KARACHI: The Pakistan Institute of Labour Education and Research (Piler) has underscored the need for laying down a resilient system for occupational safety and health measures at workplaces in the country.

In a statement issued on the occasion of the World Day for Safety and Health at Work on Wednesday, Piler executive director Karamat Ali said the existing system, especially labour inspection mechanism in the provinces, had failed to ensure protection of workers’ lives and well-being.

He regretted that every year “hundreds” of workers lost their lives while working, especially in coal mines and other industries in the major cities of Pakistan.

The day mainly focuses on strategies to strengthen national occupational safety and health systems to build resilience in order to face crises now and in the future, drawing on lessons learned and experiences from the world of work.

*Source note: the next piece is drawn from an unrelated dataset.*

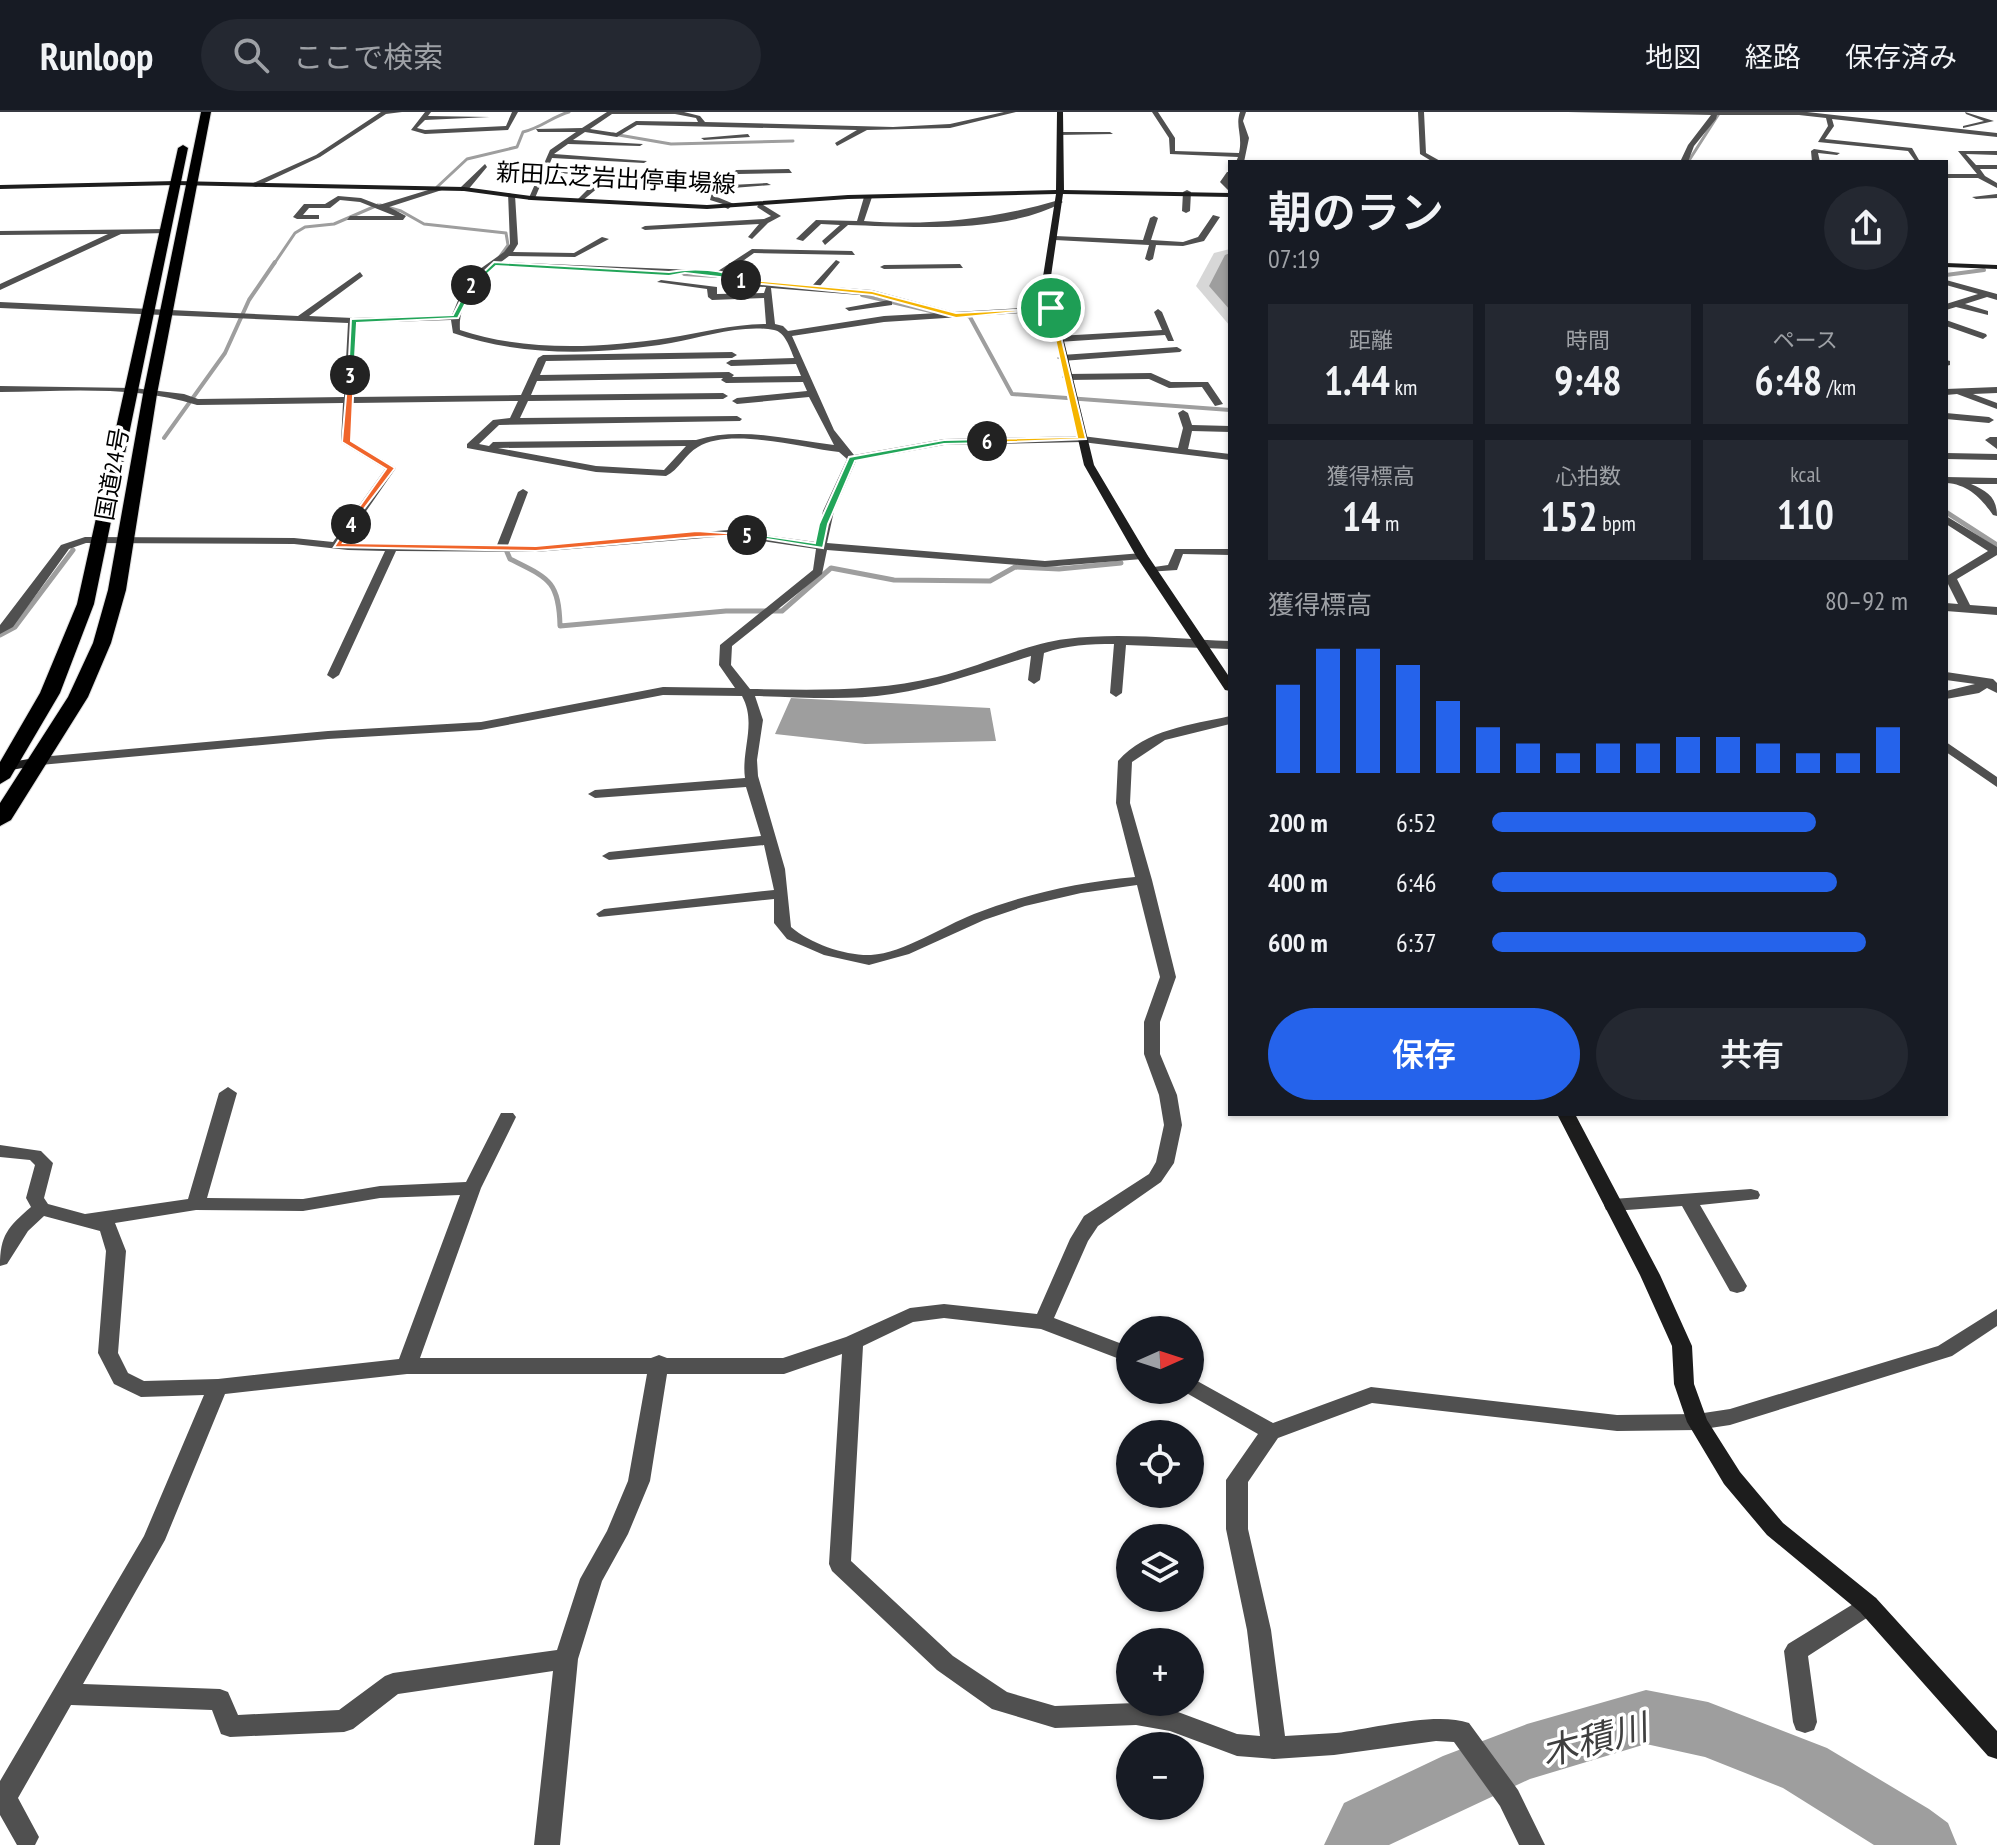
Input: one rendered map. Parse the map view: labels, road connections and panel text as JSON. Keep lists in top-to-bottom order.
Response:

According to a recent report quoting Pakistani mineworkers’ unions, at least 208 workers lost their lives in mines of coal and other minerals only in 2020.

Pakistan has so far not ratified an important Convention of the ILO, No. 176 Safety and Health in Mines Convention, 1995.

“We demand the government of Pakistan to ratify this convention and make legislation accordingly,” he said.

Mr Ali said the spread of Covid-19 has aggravated the situation of health and safety issues at workplaces as managements of the private sector establishments did not observe the standard operating procedures (SOPs). Therefore, workers faced threats to their lives as they were the most vulnerable sections of the industrial sector, he added.

The Piler statement pointed out that in Sindh, a special law called the Sindh Occupational Safety and Health Act, 2017 had been enacted, which exclusively dealt with occupational safety and labour inspections at all workplaces. In this regard a Sindh Occupational Safety and Health Council has been established, which has representatives from employers, employees and technical experts.

He said implementation of laws was the main problem in Pakistan. The Factories Act 1934 and later adoption of the same law by the provincial assemblies had made the provincial governments competent to enforce an effective labour inspection system. But unfortunately, the system was faulty. Even in the past, the governments had stopped labour inspections for many years. Recently the Punjab government had initiated a campaign of inspection-less work, which had discouraged the inspection system, he added.

Currently, export processing zones are already exempted from labour laws. Further lack of control of the government would further deteriorate the safety and health situation at industries and other workplaces, the statement said.

Piler demanded the government increase the number of labour inspectors and enforce the labour laws effectively.